En 1994 nous n’étions pas si nombreux quand, réunis par la personnalité de Max Simeoni et la dynamique qu’il avait su insuffler pendant son unique mandat de député européen qui s’achevait, nous avons pris la décision périlleuse sinon insensée de présenter une liste des peuples de l’État français aux élections européennes du mois de mai…

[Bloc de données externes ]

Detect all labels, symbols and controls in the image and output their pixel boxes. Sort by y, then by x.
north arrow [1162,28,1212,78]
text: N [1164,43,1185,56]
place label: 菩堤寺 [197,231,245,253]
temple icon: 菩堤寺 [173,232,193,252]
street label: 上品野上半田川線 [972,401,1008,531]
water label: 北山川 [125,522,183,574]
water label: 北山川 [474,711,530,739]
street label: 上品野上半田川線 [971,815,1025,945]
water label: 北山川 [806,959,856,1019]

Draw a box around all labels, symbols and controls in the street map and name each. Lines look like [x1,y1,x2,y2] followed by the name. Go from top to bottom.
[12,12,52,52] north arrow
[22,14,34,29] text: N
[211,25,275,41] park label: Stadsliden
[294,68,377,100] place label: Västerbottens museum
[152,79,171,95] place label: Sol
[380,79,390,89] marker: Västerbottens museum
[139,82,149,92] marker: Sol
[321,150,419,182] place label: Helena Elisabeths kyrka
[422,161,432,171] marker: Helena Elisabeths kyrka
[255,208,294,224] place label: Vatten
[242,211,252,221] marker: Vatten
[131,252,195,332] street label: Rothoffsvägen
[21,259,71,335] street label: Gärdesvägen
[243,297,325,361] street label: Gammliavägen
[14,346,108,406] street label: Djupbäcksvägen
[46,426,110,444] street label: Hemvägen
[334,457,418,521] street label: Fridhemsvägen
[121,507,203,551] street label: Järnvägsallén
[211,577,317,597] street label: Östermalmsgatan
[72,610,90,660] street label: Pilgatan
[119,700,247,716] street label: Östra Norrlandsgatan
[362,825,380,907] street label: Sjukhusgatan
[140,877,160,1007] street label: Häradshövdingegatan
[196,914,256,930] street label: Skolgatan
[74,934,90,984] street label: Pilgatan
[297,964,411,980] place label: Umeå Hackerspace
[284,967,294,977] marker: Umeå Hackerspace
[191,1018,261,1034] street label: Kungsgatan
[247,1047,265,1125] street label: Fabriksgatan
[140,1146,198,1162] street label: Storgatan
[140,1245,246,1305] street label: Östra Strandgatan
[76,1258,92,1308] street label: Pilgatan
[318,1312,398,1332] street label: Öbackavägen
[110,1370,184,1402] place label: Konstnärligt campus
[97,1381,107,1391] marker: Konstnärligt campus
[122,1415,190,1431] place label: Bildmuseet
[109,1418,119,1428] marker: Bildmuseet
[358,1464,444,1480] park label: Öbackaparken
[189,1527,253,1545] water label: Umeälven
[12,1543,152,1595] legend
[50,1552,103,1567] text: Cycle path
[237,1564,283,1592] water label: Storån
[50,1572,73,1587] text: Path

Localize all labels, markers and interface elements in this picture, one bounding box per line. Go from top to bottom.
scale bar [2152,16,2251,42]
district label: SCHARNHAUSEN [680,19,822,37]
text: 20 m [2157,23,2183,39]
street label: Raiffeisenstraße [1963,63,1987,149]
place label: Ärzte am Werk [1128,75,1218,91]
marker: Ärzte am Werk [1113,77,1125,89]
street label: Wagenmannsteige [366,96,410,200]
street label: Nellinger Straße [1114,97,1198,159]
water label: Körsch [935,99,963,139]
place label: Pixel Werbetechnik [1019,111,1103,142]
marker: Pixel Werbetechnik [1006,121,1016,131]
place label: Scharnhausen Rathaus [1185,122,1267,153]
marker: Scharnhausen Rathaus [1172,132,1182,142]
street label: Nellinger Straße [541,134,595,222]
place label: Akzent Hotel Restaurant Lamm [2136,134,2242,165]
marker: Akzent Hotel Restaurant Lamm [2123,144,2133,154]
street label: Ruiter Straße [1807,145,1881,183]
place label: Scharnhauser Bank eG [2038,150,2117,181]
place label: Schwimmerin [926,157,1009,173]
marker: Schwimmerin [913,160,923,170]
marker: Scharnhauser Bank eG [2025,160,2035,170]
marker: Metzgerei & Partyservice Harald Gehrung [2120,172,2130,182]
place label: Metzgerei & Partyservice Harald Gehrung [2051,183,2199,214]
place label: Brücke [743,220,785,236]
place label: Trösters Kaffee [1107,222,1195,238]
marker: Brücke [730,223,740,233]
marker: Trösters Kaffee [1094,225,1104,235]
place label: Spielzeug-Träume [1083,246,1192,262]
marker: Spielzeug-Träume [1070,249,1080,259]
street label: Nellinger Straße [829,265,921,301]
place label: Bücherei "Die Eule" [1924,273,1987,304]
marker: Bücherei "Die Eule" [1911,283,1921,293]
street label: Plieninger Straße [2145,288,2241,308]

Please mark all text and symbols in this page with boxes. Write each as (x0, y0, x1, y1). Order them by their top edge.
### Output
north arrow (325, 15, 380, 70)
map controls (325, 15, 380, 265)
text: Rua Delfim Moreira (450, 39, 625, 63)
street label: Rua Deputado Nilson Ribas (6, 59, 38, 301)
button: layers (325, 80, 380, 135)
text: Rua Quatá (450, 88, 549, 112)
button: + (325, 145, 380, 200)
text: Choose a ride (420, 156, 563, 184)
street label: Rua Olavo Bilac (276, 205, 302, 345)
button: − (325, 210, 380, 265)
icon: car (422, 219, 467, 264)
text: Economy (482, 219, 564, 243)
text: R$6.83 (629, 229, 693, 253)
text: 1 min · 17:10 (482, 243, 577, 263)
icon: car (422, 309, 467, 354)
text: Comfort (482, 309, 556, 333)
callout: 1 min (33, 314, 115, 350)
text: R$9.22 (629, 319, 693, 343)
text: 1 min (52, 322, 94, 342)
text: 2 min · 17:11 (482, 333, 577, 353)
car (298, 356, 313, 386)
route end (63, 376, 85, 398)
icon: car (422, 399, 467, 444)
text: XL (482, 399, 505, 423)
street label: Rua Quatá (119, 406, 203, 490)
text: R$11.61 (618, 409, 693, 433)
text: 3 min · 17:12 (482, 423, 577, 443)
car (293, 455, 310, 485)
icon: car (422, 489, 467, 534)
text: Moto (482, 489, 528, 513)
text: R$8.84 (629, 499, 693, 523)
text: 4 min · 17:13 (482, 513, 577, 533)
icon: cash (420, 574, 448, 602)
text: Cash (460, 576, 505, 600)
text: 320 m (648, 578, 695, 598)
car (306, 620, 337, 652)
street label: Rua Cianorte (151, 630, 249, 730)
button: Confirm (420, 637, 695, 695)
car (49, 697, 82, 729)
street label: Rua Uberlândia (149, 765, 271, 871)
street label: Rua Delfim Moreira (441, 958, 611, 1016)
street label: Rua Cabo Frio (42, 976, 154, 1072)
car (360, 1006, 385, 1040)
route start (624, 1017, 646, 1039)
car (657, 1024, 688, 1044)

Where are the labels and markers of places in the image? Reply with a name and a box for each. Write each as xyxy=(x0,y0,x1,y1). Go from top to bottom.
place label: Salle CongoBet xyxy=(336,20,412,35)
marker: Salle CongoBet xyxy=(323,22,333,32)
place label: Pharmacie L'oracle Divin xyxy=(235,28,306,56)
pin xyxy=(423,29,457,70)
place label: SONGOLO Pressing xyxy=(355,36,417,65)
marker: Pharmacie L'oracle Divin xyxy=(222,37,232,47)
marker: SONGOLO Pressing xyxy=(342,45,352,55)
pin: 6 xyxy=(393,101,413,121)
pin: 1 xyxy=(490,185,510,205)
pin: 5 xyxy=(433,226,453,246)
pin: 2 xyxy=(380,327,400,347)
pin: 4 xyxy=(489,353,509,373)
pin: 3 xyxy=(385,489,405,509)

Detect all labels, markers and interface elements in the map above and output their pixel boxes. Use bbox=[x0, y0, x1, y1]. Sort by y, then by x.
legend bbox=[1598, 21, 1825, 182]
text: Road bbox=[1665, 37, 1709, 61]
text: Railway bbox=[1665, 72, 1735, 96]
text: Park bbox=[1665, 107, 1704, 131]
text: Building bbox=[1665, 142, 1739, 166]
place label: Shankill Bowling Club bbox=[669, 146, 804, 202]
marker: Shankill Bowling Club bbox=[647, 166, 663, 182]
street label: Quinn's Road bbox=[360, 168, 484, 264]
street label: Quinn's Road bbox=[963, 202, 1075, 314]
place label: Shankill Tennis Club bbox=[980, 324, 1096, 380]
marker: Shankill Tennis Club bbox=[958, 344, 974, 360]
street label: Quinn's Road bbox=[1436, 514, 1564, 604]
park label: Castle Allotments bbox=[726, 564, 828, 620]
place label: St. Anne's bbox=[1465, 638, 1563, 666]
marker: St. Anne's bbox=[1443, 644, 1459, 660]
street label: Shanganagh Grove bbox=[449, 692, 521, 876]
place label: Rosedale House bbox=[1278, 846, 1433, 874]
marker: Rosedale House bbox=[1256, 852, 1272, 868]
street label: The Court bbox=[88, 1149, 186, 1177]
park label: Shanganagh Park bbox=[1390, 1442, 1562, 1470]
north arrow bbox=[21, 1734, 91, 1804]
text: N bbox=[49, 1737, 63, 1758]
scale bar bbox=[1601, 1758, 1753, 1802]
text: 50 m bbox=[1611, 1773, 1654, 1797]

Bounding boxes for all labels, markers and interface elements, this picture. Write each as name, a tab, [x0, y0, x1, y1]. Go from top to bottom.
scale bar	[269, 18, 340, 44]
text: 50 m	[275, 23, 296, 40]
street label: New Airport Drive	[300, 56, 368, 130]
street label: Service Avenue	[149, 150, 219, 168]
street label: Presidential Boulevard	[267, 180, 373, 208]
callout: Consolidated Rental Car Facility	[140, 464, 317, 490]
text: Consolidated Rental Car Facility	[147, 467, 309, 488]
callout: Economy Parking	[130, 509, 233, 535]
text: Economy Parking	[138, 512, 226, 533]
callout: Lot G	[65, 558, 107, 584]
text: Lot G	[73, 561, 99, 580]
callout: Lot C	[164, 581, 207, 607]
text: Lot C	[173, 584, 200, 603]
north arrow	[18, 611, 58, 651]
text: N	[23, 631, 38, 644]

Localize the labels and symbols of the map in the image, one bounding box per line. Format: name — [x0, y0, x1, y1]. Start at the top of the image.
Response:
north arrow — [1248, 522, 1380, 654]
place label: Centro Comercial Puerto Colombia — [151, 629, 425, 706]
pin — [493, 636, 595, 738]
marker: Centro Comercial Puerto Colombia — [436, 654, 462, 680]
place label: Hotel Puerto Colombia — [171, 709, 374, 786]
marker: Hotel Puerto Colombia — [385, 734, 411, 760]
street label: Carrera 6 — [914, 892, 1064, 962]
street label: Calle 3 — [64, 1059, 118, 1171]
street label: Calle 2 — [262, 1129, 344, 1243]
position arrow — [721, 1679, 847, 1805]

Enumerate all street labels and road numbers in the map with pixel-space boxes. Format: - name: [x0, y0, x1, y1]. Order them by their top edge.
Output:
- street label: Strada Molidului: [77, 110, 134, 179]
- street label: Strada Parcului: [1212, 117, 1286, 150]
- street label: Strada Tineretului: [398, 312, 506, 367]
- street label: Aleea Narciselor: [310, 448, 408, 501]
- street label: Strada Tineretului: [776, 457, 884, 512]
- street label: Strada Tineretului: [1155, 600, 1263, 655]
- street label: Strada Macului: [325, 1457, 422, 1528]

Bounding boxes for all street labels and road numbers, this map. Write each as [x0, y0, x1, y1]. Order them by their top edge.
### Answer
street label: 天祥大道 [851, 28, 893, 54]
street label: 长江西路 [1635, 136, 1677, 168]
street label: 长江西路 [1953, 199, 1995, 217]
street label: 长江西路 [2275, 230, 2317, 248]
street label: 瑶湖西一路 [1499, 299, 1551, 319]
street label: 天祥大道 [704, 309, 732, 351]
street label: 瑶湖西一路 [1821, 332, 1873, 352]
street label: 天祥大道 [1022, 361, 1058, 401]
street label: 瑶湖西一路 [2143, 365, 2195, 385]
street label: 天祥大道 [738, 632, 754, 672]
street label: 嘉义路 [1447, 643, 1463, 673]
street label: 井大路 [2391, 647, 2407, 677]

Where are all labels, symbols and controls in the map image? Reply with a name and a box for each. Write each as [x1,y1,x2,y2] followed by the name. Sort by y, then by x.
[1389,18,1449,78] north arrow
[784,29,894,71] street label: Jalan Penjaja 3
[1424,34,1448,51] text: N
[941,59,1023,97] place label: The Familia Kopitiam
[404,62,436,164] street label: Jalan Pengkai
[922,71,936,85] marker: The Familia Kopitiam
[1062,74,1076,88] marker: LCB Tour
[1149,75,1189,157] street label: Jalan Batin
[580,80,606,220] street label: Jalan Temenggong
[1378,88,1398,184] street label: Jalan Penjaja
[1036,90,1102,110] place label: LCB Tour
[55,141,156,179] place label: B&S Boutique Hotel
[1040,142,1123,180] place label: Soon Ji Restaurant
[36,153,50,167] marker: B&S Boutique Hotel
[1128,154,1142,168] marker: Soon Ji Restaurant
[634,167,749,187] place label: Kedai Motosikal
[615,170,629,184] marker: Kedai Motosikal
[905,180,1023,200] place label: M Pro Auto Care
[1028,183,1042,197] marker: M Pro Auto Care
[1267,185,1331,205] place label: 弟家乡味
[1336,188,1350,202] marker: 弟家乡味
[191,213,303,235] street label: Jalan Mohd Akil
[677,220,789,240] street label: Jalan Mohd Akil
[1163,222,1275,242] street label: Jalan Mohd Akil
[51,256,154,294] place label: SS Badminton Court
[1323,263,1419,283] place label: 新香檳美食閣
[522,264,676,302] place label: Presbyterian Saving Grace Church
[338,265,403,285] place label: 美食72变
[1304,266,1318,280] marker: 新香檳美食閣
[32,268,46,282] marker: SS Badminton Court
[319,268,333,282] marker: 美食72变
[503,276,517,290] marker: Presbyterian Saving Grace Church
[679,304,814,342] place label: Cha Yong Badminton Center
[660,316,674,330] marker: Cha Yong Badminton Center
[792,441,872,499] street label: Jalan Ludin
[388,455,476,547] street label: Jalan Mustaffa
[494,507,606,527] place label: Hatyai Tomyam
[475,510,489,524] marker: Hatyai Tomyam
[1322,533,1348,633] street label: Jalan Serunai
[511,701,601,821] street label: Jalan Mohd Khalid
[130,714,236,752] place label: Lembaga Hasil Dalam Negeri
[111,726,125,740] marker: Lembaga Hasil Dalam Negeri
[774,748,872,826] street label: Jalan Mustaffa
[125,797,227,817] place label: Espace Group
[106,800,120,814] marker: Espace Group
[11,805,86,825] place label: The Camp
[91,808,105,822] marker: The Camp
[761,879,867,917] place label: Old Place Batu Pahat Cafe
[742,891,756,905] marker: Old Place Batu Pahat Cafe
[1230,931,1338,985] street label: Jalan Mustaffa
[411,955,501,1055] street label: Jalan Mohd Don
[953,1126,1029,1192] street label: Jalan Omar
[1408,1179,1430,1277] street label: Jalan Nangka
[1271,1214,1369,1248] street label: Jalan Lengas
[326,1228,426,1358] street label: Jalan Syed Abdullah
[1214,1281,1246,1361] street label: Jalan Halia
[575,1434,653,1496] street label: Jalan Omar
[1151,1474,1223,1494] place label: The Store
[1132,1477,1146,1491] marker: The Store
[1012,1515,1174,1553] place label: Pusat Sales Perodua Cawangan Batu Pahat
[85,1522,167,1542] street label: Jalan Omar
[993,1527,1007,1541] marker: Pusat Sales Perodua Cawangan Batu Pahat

Cette liste allait s’appeler Régions & Peuples Solidaires et, à défaut d’obtenir des élus, elle enclencherait une mobilisation sans précédent. Une mobilisation qui, près de 25 ans plus tard, permet à des Alsaciens, des Basques, des Bretons, des Catalans, des Corses, des Imazighen (Berbères), des Martiniquais, des Mosellans, des Occitans, des Savoisiens… et même quelques Parisiens de porter ensemble le combat pour l’émancipation des peuples et la solidarité entre les territoires.
Manex Pagola fut de ces pionniers-là, certes pas le moins enthousiaste ni le moins engagé. Responsable en Iparralde (Pays basque nord) du parti Eusko Alkartasuna (Solidarité basque), Manex répétait souvent que l’union entre nos peuples était le seul chemin possible pour faire reculer les tenants du centralisme et leur idéologie jacobine.
Le 7 juin 2018, Manex nous a quittés et c’est toute la communauté des femmes et des hommes attachés aux valeurs de l’humanisme et du pluralisme qui exprime sa profonde tristesse.
Un auteur-compositeur entré de son vivant au patrimoine immatériel du peuple basque
Dans son pays, Manex était connu d’abord pour ses chansons, composées pour certaines dès les années 60 et que l’on chante aux repas de famille, entre amis au comptoir d’une taverne ou dans les fêtes de village. De cette reconnaissance populaire Manex ne tirait aucune espèce de gloire mais en revanche il disait sa joie d’apporter ainsi sa pierre à la transmission d’un patrimoine et à l’œuvre nécessaire de création.
Manex avait aussi acquis une connaissance savante des cultures populaires. Il était titulaire d’un doctorat en anthropologie sociale et culturelle. Il avait mis cette connaissance scientifique au service de son pays en participant à la fondation du Musée basque de Bayonne où il acheva sa carrière professionnelle comme conservateur-adjoint.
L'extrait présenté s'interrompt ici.